Casser l'ordre, ne pas entrer dans la norme, rester irrécupérable, même par les causes qu'il aura défendues, comme la cause palestinienne ou celle de l'indépendance de l'Algérie : voilà ce qui ressort de la dernière interview de Jean Genet, donnée à Nigel Williams pour la BBC, à Londres, pendant l'été 1985. Lors de ce face-à-face, Genet comme à son habitude, déroge à la règle en inversant les rôles : il devient l'interviewer en même temps que l'interviewé. En meneur de jeu, il écrit oralement sa propre interview, questionnant sans cesse la fonction de celui qui interroge et de celui qui répond... 

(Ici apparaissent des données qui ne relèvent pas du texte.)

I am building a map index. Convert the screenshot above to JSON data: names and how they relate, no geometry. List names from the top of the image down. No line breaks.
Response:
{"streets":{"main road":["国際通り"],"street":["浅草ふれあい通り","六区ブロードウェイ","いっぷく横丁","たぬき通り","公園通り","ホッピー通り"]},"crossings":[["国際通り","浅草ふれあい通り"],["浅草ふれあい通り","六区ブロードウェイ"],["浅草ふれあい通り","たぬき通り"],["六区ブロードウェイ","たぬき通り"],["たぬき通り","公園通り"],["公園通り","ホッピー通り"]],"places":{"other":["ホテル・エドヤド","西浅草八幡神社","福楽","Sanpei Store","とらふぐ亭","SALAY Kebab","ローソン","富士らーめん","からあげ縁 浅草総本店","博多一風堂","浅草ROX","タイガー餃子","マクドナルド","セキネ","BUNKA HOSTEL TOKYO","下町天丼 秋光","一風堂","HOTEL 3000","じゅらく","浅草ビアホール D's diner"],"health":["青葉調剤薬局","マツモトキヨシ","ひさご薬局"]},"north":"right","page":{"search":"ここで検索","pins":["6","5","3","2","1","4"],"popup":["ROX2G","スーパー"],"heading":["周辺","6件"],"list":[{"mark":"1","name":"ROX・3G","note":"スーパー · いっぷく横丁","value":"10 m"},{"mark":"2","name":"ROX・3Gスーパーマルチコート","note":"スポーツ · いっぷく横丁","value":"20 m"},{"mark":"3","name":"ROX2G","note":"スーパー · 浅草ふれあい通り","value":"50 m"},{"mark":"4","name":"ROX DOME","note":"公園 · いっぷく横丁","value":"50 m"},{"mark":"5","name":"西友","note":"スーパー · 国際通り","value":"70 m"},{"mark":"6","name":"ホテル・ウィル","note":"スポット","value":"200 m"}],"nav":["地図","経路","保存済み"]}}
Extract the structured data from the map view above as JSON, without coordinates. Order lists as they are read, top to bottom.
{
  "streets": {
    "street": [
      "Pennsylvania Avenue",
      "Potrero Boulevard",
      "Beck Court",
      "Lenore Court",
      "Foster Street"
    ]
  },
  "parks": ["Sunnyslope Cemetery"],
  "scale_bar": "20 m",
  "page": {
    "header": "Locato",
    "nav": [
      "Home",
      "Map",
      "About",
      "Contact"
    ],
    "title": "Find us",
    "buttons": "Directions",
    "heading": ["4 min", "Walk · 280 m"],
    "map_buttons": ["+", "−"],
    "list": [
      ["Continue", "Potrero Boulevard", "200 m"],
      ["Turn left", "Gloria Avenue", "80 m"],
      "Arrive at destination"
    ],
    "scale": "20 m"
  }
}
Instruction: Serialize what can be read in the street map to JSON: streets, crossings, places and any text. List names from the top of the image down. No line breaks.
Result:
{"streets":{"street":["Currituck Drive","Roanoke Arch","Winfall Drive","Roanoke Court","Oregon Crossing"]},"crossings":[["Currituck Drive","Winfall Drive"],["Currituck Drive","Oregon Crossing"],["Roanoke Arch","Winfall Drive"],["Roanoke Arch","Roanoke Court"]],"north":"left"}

Dans cette mise en abyme, Dieudonné Niangouna, auteur et acteur congolais, joue le rôle de Genet et répond aux questions de Catherine Boskowitz dans le rôle de Nigel Williams. Niangouna ne se prive pas pour opérer de fréquents décrochages, commenter les réponses de Genet ou parler en son nom propre, dressant ainsi un portrait éclaté de Genet et de lui-même, confrontés ici et maintenant, à la traversée du monde et du théâtre. Prend alors naissance sur le plateau un dialogue imaginaire entre les deux auteurs, entre performance théâtrale et installation visuelle ainsi que sonore.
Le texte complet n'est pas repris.